You probably don’t realize that Nevada HOA’s are one of the most powerful organizations when it comes to collecting on their fees. In fact, your Nevada HOA is much more powerful than your mortgage company.
Nevada law didn’t intend to give HOAs this great power, and the reasons HOAs have this power are complicated. But it stems from NRS Chapter 116 and the Nevada Supreme Court’s 2014 decision, SFR Invs. Pool 1, LLC v. U.S. Bank, N.A. (if you are interested). All a Nevada homeowner needs to know is if faced with the choice between making the mortgage payment vs. the HOA payment, it is most likely in your interest to pay the HOA payment.
NRS Chapter 116.3116-116.3117 allows your HOA to place a lien on your home if you fail to pay your HOA assessment or other fees to your HOA. If the lien remains unsatisfied, the HOA can sell your house. The person who buys your home from the HOA can then evict you. After the Great Recession, Nevada changed its mortgage foreclosure laws to make it much more difficult for a bank to foreclose on a homeowner. However, Nevada did not make many changes when it came to HOA foreclosures.

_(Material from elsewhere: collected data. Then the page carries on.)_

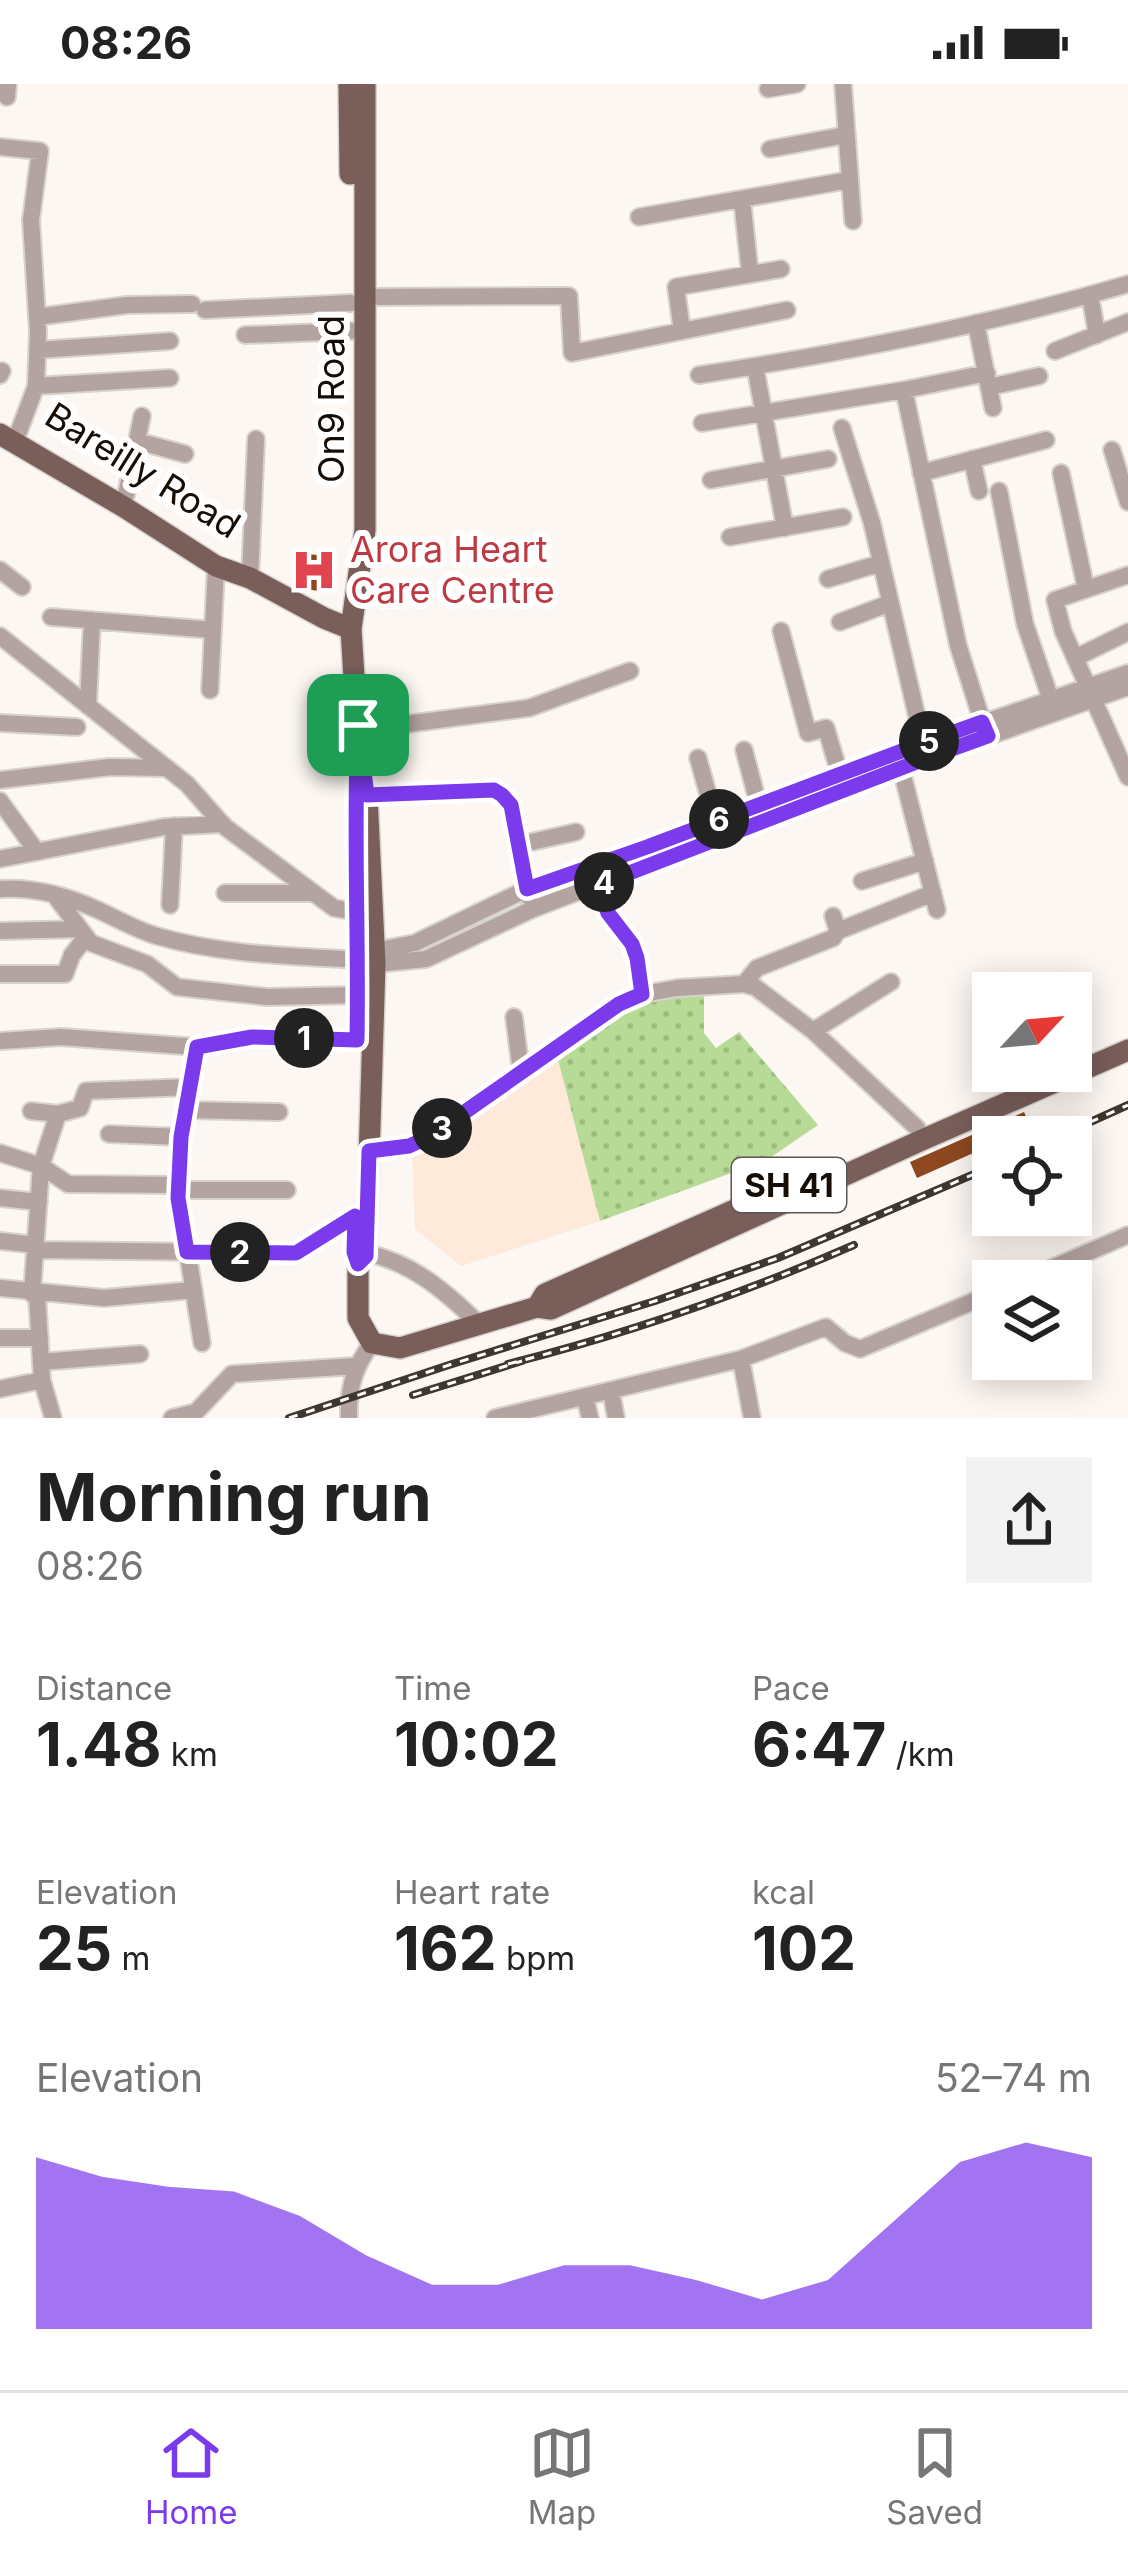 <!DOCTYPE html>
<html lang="en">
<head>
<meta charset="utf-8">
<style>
	body { margin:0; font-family:Inter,sans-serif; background:#f2f2f2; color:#222; height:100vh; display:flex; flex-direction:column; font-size:45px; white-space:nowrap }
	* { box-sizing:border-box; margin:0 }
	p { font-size:39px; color:#767676 }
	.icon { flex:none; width:66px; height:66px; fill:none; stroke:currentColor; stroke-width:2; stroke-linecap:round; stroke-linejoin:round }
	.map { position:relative; height:1334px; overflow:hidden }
	.panel { display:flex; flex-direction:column; background:#fff; flex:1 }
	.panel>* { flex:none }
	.needle { width:78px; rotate:64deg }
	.buttons { position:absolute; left:972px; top:888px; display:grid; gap:24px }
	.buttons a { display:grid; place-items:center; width:120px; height:120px; border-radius:0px; background:#fff; box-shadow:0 6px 30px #0003; font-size:60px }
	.pin { position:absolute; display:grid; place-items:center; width:102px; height:102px; color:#fff; margin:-51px; border-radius:24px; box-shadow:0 6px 18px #0006 }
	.km { position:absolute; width:60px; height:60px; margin:-30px; border-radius:50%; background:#222; color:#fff; font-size:33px; line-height:60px; text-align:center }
	.round { display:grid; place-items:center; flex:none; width:126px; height:126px; border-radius:0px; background:#f2f2f2 }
	.summary { display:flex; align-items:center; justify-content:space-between; height:204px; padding:0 36px }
	h1 { font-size:66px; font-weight:700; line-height:90px }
	.metrics { display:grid; grid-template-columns:repeat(3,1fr); gap:18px; height:204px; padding:12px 36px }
	.metrics div { display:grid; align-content:center }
	.metrics b { font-size:60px; font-weight:700 }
	.metrics small { font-size:33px; font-weight:400 }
	.metrics p { font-size:33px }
	.chart { height:336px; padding:24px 36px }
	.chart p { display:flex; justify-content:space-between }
	.chart svg { width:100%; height:216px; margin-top:12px; fill:#7c3aed; opacity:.7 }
	.status { display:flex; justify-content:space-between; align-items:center; height:84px; padding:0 60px; background:#fff; direction:ltr }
	.status svg { height:33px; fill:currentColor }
	.dock { display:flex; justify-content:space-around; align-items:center; height:168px; border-top:3px solid #e0e0e0; background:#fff; font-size:33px; color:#767676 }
	.dock a { display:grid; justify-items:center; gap:6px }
	.dock .current { color:#7c3aed }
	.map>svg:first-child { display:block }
</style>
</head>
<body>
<div class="status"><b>08:26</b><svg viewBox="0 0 49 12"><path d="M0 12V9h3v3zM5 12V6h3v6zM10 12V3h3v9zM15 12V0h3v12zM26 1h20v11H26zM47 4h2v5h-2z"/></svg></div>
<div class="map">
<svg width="1128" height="1334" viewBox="0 0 1128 1334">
	<defs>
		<pattern id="green-dots" width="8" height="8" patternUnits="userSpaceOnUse" patternTransform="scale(3)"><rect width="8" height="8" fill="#b7db97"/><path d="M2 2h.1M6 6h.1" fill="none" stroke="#9cbb81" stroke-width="1.8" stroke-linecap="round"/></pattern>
	</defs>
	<rect width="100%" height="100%" fill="#fcf7f2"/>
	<!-- medical -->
	<path fill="#ffe9db" d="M 556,968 L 600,1137 L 461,1182 L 415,1145 L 412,1067 Z"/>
	<!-- green -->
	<path fill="url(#green-dots)" d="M 704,910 L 704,949 L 716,964 L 739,948 L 818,1041 L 767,1076 L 600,1137 L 556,968 L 618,923 L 643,915 Z"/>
	<!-- building -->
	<path fill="#8d4820" d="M 309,470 L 324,472 L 319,507 L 304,505 Z
		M 1024,1028 L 1029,1039 L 993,1053 L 985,1058 L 987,1063 L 917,1094 L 910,1078 Z"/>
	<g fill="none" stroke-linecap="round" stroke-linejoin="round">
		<!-- minor casing -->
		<g stroke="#d7d2cc" stroke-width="20">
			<path id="minor" d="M 843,0 L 853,137
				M 768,5 L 797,0
				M 7,13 L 8,0
				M 0,63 L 40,67 L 31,136 L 38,248 L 36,302 L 19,347
				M 770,65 L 846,51
				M 742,115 L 750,190
				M 639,133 L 849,96
				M 1090,211 L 1097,251
				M 363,213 L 569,212 L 572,269 L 787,226
				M 205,226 L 351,219
				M 37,233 L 127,221 L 192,220
				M 976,239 L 993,324
				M 682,247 L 676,203 L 781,185
				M 245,251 L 352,247
				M 38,266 L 170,257
				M 1055,267 L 1128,238
				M 755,282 L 785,444
				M 0,291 L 2,287
				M 699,291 C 843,269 989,241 1128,200
				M 36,302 L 170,294
				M 989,303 L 1039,292
				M 904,306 L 958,561 L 985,646
				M 702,339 L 904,306 L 987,289
				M 842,344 L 872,439 L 925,667
				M 137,357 L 185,370
				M 1112,366 L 1128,418
				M 972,375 L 979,407
				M 921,389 L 1046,356
				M 1061,389 L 1086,505
				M 711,396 L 828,375
				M 999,407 L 1025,540 L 1053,622
				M 126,411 L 142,332
				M 730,453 L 843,433
				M 0,486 L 22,503
				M 1128,491 L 1055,516 L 1063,547 L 1128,693
				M 250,494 L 256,355
				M 828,495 L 881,479
				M 51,533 L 213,546
				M 840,538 L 890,519
				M 781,547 L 808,649 L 826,644 L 842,698
				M 0,552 L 187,700 L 225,743 L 334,824 L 357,828
				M 1075,574 L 1128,548
				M 210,606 L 216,482
				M 88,622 L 92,536
				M 0,639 L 77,643
				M 357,641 L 384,643 L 529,624 L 630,587
				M 744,666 L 760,726
				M 698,674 L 717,742
				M 901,684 L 937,826
				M 0,696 L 110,683 L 166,684
				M 367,711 L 494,706 L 503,711 L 511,721 L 529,813
				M 0,717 L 37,768
				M 518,761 L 576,748
				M 0,775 L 164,743 L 223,740
				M 862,797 L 925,777
				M 598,801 L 608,829 L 632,860 L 637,874 L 642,910
				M 0,805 C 33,803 68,812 98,826 C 118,835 136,846 157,852 C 222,871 292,872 359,876
				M 225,809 L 314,809
				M 55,812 L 91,859 L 147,880 L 177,903 L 267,913 L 358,911
				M 170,821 L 174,742
				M 0,847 L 80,845
				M 838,847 L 933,809
				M 374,867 L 415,859 L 527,805 L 647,763 L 838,689 L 1128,589
				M 375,880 L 426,875 L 533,825 L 933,672 L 1128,603
				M 0,890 L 65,890 L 72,871 L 86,853
				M 744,900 L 757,884 L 833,854 L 838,847 L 833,832
				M 514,933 L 521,987
				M 813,947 L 891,898
				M 0,957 L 61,953 L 197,963 L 252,953 L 357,956
				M 197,963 L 181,1053 L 179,1114 L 202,1259
				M 186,1026 L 279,1028
				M 31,1027 L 58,1030 L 80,1024 L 86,1007 L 190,1003
				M 109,1050 L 181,1053
				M 369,1068 L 409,1062 L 429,1053 L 521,987 L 619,919 L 638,911 L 677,904 L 744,900 L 755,903 L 813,947 L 917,1044
				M 0,1069 L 41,1082 L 68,1100 L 179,1101
				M 179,1106 L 287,1106
				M 0,1114 L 39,1118
				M 0,1157 L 36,1161
				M 36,1166 L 296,1169 L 354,1132
				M 366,1169 C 412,1178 446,1208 479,1240
				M 1022,1197 L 1128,1151
				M 0,1204 L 104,1214 L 194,1206
				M 32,1210 L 41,1082 L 58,1030
				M 37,1210 L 42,1296 L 53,1334
				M 0,1254 L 40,1254
				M 741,1275 L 752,1334
				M 41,1278 L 140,1270
				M 0,1305 L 42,1296
				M 611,1307 L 616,1334
				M 585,1313 L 590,1334
				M 172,1334 L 196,1328 L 232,1290 L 356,1282
				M 349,1334 C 348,1304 354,1283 372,1259
				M 495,1334 L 741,1275 L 826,1243 L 845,1259 L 860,1265 L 993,1209"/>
		</g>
		<!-- major casing -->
		<g stroke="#d7d2cc" stroke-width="24">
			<path id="major" d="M 349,0 L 350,90
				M 365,0 L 365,446 L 351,545 L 357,641 L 367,711 L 375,880 L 366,1172 L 358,1179 L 358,1234 L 372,1259 L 400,1264 L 537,1223 L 551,1225 L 922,1056 L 1128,966
				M 0,350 L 124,423 L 216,482 L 250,494 L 324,534 L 351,545
				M 356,767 L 359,876 L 357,952
				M 537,1223 L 545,1210 L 739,1124"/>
		</g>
		<!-- minor -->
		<use href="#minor" stroke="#b3a3a1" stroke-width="16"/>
		<!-- major -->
		<use href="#major" stroke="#795e5a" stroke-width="21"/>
		<!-- rail casing -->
		<g stroke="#3e362f" stroke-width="8">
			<path id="rail" d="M 1057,1053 L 1128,1021
				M 508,1280 C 626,1250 742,1210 854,1161
				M 413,1311 L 522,1277
				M 289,1334 L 449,1281 L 655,1217 L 778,1174 L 993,1082"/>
		</g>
		<!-- rail -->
		<use href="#rail" stroke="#fff" stroke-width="3" stroke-dasharray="9" stroke-linecap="butt"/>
	</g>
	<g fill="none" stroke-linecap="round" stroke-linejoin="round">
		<!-- route casing -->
		<g stroke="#fff" stroke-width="24">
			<path id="route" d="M 358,641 C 353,746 359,851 357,956 L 252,953 L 197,963 L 181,1053 L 178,1114 L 187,1168 L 296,1169 L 355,1132 L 354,1168 L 358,1180 L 366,1172 L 369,1067 L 409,1062 L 429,1053 L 619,920 L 642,910 L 637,874 L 632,860 L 608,829 L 598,801 L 927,674 L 923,659 L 982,638 L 988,652 L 927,674 L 923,659 L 647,763 L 527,805 L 511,721 L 502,711 L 494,706 L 367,711 L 358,641"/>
		</g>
		<!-- route -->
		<use href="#route" stroke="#7c3aed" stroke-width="15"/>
	</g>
	<!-- icons -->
	<defs>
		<g id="hospital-bare" transform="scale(3.6)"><path d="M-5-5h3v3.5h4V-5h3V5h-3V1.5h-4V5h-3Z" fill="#e0444e" stroke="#fff" stroke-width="2.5" paint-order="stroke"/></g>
	</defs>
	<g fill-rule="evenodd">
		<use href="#hospital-bare" x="314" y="486"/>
	</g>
	<g text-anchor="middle" stroke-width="12" stroke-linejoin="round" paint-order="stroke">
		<!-- shield labels -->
		<rect fill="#fff" stroke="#5b5651" stroke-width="3" x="732" y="1074" width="114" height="54" rx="9"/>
		<g font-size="33" font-weight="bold" fill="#150d06">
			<text x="789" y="1113">SH 41</text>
		</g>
		<!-- street labels -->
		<g font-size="36" fill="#150d06" stroke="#fff">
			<text transform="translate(331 315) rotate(-90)" y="13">On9 Road</text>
			<text transform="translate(143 386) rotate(32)" y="13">Bareilly Road</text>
		</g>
		<!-- health labels -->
		<g font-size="36" fill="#be3a42" stroke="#fff" text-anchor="start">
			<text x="350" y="478">Arora Heart<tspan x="350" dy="41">Care Centre</tspan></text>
		</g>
	</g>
</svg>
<div class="buttons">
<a><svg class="needle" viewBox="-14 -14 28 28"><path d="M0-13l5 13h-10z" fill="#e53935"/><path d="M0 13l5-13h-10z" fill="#767676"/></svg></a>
<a><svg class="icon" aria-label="locate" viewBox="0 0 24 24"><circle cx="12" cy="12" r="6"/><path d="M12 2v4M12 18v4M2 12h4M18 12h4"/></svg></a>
<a><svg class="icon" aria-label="layers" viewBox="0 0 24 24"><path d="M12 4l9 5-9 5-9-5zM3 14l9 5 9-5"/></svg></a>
</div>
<div class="pin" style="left:358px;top:641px;background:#1e9e55"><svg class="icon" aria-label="arrive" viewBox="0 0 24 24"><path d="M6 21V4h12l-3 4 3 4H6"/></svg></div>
<b class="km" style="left:304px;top:954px">1</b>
<b class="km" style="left:240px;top:1168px">2</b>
<b class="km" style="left:442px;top:1044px">3</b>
<b class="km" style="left:604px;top:798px">4</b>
<b class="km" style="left:929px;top:657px">5</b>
<b class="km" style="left:719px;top:735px">6</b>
</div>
<section class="panel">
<div class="summary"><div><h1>Morning run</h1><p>08:26</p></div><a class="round"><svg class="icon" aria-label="share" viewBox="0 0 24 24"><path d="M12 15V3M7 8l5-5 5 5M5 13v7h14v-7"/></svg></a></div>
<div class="metrics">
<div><p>Distance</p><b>1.48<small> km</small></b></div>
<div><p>Time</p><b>10:02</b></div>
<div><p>Pace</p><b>6:47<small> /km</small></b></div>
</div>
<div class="metrics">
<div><p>Elevation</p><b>25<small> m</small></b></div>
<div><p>Heart rate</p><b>162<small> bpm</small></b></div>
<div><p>kcal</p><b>102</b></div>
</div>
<div class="chart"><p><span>Elevation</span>52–74 m</p>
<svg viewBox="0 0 160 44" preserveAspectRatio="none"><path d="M0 44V9L10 13L20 15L30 16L40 21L50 29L60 35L70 35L80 31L90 31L100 34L110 38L120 34L130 22L140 10L150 6L160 9V44z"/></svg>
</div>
</section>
<nav class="dock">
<a class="current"><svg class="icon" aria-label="home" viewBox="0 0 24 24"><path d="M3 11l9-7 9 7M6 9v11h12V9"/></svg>Home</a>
<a><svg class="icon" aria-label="map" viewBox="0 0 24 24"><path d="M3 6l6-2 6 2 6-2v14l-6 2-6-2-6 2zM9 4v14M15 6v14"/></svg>Map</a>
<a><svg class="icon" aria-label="saved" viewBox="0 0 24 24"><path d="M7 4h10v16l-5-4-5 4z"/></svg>Saved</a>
</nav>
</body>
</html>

To illustrate the severity of NRS, chapter 116.3116, consider the following example: Suppose Tim Smith owns a house in Las Vegas that he purchased for $200,000.00 in 2001. The house is now valued at $700,000.00. Mr. Smith has never missed a mortgage payment, and the remaining principal is $50,000.00. Mr., Smith’s home is in an HOA that requires Mr. Smith to pay a monthly assessment of $100.00, and he has never missed payment, except for last month.
Last month, Mr. Smith didn’t pay the HOA because the HOA included a $75.00 fee for leaving his trash cans out for too long. Mr. Smith disagrees with the HOA’s fee, so he doesn’t pay out of protest. The HOA then sends his account to collections and eventually sells the house at public auction for $70,000.00 to recover an alleged $5,000.00 past balance. The remaining $65,000.00 goes to Mr. Smith’s mortgage company to satisfy the principal. Mr. Smith gets what is leftover, $15,000.00, and is evicted from his home. His $650,000.00 in equity is gone, and he may never get it back.
So what’s the take-away? If you dispute any charge from your HOA, you should pay it and try to obtain a refund later. You could literally lose your home if you don’t handle HOA disputes correctly.